Percentage of patients 3-17 years of age who had an outpatient visit with a Primary Care Physician (PCP) or Obstetrician/Gynecologist (OB/GYN) and who had evidence of the following during the measurement period. Three rates are reported.
- Percentage of patients with height, weight, and body mass index (BMI) percentile documentation
- Percentage of patients with counseling for nutrition
- Percentage of patients with counseling for physical activity
Over the last four decades, childhood obesity has more than tripled in children and adolescents 2 to 19 years of age (from a rate of approximately 5 percent to 18.5 percent) (Fryar, Carroll, & Ogden, 2014; Hales et al., 2017). Non-Hispanic black and Hispanic youth are more likely to be obese than their non-Hispanic white and non-Hispanic Asian counterparts. In 2015-2016, approximately 22 percent of non-Hispanic black and 26 percent of Hispanic youth were obese compared to approximately 14 percent of non-Hispanic white and 11 percent of non-Hispanic Asian youth (Hales et al., 2017). .

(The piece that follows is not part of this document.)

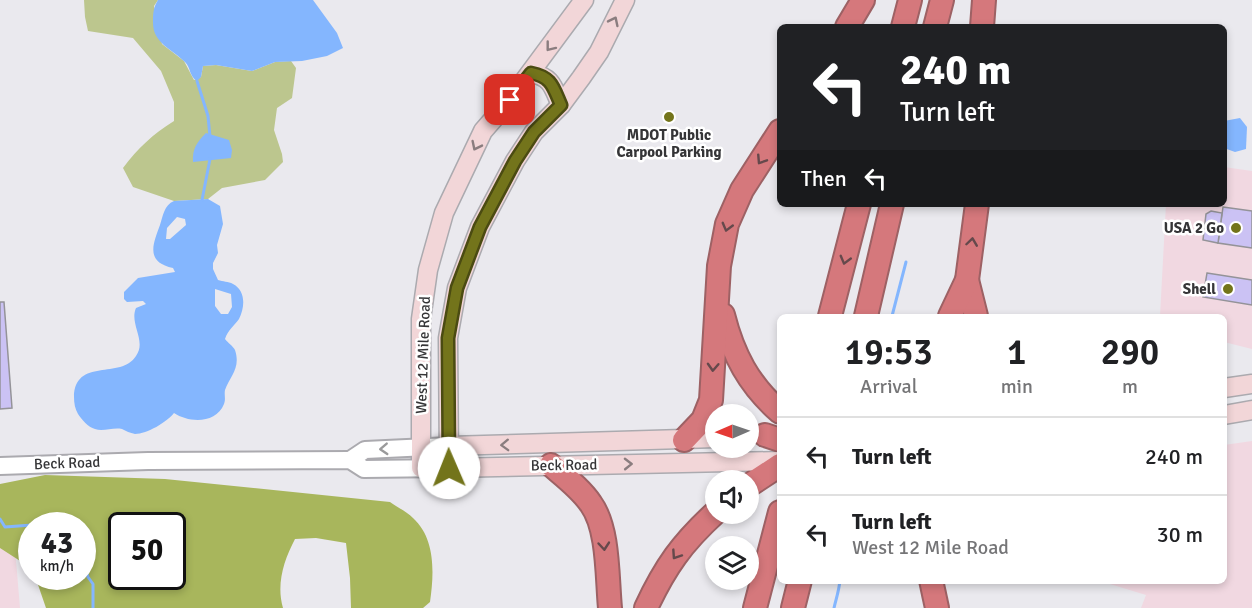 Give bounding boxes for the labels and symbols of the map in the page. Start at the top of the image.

Childhood obesity has both immediate and long-term effects on health and well-being. Children who are obese have higher rates of physical health conditions, such as risk factors for cardiovascular disease (like high blood pressure and high cholesterol), type 2 diabetes, asthma, sleep apnea, and joint problems. There is also a correlation between childhood obesity and mental health conditions, such as anxiety and depression (Centers for Disease Control and Prevention, 2016). In addition, children who are obese are more likely to be obese as adults and are therefore at risk for adult health problems, such as heart disease, type 2 diabetes, and several types of cancer (Centers for Disease Control and Prevention, 2016).
The direct medical costs associated with childhood obesity total about $19,000 per child, contributing to the $14 billion spent on care related to childhood obesity in the United States (Finkelstein, Graham, & Malhotra, 2014).
Because obesity can become a lifelong health issue, it is important to screen for obesity in children and adolescents, and to provide interventions that promote weight loss (U.S. Preventive Services Task Force, 2017).
Clinical Recommendation Statement
U.S. Preventive Services Task Force (2017) - The Task Force recommends that clinicians screen for obesity in children and adolescents 6 years and older and offer or refer them to comprehensive, intensive behavioral interventions to promote improvements in weight status. (B recommendation)
American Academy of Pediatrics – Bright Futures (Hagan, Shaw, & Duncan, 2017)
- Plot and assess BMI percentiles routinely for early recognition of overweight and obesity.
- Assess barriers to healthy eating and physical activity.
- Provide anticipatory guidance for nutrition and physical activity.